Appaloosa

Whether a meditation on the Bush era or just an old-fashioned western, Appaloosa just doesn't work.

AD200910707279982AR
Powered by automated translation

"I've never taken the legal side of it too seriously," the laconic sidekick Everett Hitch (Viggo Mortensen) confesses to Virgil Cole (Ed Harris), the stoical city marshal in this leisurely traditional western. "I figured it's just a way to feel easier about being a gunman." Cole, eyes on the horizon, says: "I take it serious. What the hell am I if I don't?" Thus the ever-flexible cowboy genre becomes the vehicle for reflections on the US Patriot Act. The frontier town of Appaloosa has been overrun by Jeremy Irons and his band of roughnecks (as implausible in practice as on paper). Irons plays Randall Bragg, who murdered the last marshal. The aldermen call in Cole and Hitch to lay down the law but Cole insists on drafting it as he goes. Worse, he appears to be slightly doolally, beating up a teamster without provocation and romancing the insufferable Allison French (Renée Zellweger, here playing a merry widow with a hyperactive nesting instinct). "You think any man who makes a living as a gunhand isn't crazy?" Hitch reassures the council.
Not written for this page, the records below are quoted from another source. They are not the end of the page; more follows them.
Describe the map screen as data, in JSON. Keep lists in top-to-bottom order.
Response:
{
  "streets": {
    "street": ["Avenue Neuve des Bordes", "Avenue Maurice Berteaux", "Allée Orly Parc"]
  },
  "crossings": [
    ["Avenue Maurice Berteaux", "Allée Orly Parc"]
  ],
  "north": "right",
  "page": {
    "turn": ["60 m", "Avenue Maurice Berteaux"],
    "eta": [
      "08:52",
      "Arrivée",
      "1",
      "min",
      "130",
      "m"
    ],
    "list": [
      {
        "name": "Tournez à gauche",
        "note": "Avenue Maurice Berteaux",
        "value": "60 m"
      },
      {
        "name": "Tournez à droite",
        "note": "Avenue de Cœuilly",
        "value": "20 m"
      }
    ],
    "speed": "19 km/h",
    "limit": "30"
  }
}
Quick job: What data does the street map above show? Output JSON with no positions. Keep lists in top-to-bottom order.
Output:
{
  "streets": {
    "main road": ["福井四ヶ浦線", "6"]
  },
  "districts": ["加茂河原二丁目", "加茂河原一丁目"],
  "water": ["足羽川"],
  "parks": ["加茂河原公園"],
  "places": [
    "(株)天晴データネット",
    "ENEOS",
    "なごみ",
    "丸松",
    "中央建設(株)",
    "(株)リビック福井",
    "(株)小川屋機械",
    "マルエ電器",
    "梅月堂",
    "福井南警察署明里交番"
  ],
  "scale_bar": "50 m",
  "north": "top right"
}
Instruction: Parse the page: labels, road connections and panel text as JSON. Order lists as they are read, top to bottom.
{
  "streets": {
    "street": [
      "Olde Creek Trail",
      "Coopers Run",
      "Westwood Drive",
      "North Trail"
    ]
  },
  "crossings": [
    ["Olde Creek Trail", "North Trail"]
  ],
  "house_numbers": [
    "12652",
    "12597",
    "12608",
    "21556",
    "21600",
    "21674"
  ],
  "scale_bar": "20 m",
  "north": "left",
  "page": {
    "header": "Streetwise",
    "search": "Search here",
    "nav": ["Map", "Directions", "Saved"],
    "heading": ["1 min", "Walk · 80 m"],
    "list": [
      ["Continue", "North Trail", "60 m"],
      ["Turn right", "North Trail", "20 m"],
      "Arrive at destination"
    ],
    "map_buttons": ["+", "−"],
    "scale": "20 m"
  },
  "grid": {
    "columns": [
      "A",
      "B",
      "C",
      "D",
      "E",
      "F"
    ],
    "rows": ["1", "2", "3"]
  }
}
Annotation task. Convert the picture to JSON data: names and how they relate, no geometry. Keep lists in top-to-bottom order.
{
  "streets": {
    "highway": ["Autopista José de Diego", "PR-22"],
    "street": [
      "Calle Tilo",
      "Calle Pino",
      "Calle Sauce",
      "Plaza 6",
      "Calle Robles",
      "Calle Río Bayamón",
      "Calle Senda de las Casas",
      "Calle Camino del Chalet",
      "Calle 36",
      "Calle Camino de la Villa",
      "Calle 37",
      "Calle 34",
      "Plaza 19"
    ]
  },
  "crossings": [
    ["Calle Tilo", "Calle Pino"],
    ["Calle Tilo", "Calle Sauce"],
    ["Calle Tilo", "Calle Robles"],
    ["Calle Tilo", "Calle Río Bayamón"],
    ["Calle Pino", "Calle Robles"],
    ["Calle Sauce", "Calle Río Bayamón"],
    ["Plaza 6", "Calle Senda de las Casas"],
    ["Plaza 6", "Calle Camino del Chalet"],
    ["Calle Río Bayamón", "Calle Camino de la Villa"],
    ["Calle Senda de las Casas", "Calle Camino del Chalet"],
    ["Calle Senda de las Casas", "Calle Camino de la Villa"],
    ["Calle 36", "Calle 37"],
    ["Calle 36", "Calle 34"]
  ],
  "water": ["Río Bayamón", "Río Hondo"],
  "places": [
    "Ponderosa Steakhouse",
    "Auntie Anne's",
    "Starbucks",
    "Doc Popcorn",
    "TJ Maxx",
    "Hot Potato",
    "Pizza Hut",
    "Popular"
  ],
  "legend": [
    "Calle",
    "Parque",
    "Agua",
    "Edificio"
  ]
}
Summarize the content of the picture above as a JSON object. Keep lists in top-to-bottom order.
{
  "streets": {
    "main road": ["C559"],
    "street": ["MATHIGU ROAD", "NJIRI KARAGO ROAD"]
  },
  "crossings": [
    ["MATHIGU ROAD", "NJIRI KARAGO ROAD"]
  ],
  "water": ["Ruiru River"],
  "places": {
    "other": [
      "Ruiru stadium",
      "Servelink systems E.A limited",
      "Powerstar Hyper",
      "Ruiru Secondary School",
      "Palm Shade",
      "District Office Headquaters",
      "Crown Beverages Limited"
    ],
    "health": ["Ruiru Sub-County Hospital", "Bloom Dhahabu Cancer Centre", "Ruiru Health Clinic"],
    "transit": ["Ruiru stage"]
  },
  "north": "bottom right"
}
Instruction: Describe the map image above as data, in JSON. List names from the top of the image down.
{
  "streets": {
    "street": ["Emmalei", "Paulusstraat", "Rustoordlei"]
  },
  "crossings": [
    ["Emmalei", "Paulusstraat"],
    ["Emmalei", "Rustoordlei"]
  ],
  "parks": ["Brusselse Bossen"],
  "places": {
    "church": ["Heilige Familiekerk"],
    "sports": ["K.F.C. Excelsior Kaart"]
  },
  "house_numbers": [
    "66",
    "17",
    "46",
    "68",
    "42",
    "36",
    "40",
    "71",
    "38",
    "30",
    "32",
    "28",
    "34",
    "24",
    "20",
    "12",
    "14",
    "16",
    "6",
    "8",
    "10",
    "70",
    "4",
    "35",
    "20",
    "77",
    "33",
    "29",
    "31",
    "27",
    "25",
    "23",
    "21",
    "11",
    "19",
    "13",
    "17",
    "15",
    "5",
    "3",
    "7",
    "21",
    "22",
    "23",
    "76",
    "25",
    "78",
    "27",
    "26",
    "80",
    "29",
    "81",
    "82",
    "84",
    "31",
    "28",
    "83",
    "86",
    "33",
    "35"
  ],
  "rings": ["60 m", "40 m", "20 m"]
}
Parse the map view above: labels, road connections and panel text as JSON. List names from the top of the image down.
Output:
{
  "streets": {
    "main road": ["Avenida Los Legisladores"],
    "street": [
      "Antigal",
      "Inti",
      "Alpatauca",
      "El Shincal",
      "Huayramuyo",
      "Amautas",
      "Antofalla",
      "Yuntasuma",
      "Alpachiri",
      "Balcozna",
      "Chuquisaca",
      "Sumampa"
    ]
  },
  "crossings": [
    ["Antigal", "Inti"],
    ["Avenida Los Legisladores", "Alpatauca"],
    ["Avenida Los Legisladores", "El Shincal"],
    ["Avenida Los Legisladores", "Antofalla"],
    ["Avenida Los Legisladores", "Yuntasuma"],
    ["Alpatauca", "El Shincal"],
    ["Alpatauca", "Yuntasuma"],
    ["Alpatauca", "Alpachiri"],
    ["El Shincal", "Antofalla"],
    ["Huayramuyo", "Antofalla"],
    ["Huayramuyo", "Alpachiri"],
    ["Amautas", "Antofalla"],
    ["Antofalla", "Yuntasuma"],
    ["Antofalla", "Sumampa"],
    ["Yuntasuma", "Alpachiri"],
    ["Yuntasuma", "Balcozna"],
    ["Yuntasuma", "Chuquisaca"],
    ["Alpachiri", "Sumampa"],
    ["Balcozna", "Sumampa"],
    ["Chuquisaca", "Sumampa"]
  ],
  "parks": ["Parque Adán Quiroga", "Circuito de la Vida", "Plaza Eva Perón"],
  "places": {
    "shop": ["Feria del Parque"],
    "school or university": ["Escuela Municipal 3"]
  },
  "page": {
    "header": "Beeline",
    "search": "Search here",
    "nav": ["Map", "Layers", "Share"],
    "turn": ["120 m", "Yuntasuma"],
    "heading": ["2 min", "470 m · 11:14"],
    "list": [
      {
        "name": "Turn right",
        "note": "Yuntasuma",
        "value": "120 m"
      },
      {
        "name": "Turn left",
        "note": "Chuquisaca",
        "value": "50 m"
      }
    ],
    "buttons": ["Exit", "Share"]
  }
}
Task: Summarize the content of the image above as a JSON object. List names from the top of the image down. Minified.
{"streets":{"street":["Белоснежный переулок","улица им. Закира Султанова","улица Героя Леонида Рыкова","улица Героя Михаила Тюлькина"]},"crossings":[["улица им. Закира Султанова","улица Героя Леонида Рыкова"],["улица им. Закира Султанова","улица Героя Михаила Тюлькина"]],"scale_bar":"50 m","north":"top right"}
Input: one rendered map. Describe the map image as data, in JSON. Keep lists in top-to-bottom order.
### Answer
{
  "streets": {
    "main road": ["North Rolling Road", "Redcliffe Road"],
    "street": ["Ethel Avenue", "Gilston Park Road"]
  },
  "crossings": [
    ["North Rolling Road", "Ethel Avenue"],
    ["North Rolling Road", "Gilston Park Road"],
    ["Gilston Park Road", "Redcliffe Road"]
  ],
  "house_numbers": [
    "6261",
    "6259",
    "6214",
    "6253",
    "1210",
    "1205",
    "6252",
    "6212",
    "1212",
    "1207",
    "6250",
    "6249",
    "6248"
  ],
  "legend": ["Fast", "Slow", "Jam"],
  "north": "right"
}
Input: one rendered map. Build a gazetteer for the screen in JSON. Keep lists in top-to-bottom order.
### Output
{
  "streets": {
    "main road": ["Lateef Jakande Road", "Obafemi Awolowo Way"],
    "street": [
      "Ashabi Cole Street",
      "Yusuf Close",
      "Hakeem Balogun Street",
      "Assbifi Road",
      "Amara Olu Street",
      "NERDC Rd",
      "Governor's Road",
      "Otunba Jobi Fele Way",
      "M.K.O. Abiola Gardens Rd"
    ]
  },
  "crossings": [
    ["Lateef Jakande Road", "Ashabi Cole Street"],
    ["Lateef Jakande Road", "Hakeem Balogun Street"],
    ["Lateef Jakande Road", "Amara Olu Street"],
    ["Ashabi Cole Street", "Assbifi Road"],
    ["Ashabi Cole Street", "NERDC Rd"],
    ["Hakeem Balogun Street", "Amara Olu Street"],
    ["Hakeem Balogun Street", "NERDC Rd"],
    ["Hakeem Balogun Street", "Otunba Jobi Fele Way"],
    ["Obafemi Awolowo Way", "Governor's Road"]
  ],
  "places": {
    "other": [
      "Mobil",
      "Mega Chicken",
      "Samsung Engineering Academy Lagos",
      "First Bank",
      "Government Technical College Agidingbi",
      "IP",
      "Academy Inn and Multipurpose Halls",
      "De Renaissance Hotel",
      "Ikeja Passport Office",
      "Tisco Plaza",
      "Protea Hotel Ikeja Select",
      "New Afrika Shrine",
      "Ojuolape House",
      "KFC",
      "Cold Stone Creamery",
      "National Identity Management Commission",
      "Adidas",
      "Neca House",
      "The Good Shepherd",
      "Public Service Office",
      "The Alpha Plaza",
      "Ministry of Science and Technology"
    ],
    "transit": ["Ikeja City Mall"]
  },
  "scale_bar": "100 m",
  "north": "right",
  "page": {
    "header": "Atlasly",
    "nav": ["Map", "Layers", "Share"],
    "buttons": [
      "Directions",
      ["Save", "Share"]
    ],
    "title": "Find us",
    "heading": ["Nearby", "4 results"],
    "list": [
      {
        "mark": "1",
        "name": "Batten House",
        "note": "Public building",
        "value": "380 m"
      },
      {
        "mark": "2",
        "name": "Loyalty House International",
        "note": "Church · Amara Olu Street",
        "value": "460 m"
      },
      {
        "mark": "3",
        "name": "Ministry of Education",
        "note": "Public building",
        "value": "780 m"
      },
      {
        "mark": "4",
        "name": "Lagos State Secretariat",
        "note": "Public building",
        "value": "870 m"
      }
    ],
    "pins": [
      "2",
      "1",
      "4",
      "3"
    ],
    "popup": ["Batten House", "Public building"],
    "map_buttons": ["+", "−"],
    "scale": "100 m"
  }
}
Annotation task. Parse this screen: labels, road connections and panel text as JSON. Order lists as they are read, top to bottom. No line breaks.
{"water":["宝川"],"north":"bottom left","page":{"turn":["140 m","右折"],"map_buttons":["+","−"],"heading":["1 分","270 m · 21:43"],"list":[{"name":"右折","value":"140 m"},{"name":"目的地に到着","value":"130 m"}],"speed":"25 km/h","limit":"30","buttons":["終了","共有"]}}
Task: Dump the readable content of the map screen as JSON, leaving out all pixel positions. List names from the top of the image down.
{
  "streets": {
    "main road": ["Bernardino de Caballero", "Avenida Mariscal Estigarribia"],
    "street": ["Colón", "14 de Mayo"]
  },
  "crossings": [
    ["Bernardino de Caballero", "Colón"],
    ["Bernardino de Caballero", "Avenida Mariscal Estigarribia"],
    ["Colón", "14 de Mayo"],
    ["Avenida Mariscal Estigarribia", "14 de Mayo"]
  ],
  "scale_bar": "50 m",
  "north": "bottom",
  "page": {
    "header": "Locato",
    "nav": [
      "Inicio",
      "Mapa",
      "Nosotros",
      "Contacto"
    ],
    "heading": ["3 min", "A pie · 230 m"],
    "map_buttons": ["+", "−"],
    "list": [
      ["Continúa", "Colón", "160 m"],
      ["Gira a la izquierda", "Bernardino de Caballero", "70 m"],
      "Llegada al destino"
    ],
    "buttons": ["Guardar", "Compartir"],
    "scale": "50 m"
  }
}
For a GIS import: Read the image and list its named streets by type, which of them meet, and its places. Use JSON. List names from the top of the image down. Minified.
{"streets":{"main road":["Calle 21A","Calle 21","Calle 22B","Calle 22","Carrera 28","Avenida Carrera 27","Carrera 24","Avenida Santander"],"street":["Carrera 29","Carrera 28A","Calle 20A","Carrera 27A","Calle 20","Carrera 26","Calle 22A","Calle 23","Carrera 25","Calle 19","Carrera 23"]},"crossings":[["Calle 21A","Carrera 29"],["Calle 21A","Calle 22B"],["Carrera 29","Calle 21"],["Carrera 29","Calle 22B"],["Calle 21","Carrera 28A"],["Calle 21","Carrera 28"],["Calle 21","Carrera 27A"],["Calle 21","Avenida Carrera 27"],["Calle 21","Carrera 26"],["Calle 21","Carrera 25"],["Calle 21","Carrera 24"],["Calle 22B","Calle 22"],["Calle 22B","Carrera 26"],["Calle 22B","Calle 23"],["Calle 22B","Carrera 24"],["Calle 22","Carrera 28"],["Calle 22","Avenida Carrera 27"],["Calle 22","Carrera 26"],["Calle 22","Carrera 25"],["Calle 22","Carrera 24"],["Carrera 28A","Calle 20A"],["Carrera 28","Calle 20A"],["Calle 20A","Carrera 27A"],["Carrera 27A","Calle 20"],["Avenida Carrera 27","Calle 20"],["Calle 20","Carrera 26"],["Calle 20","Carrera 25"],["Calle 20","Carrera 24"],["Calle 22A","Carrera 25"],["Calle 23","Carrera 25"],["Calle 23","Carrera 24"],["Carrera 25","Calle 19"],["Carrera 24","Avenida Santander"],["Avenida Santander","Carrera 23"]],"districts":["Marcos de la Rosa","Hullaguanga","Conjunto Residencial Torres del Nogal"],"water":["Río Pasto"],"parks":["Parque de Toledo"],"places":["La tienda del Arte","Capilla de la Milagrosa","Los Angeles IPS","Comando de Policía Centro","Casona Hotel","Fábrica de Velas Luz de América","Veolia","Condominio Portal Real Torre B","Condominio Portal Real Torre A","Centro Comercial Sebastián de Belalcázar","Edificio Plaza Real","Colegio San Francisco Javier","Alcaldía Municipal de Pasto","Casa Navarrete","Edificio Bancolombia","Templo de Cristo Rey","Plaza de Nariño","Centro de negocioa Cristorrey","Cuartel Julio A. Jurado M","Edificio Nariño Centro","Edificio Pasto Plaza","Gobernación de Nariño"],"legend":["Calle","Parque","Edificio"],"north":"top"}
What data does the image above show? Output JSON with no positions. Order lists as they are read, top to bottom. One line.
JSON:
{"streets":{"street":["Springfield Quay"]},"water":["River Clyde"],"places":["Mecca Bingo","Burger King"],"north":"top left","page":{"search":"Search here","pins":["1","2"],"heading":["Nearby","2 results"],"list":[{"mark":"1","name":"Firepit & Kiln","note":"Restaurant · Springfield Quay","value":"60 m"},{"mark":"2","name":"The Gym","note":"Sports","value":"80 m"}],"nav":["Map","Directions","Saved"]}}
The way is clear for an essay on the theme: "Who watches the watchmen?" Yet there's never any doubt that Cole's special legal powers are justified. Indeed, by the time Bragg has got rich, bought the town hotel and cosied up to the local worthies, all sense of moral inquiry has petered out into glib equivocations and there's not much to sustain the interest besides Cole and Hitch's gently comic buddy dynamic. Harris directs with a sure enough hand but this full-dress cinematic western actually looks like the poor relation when stood next to TV's Deadwood, the last word in philosophical cowboy yarns.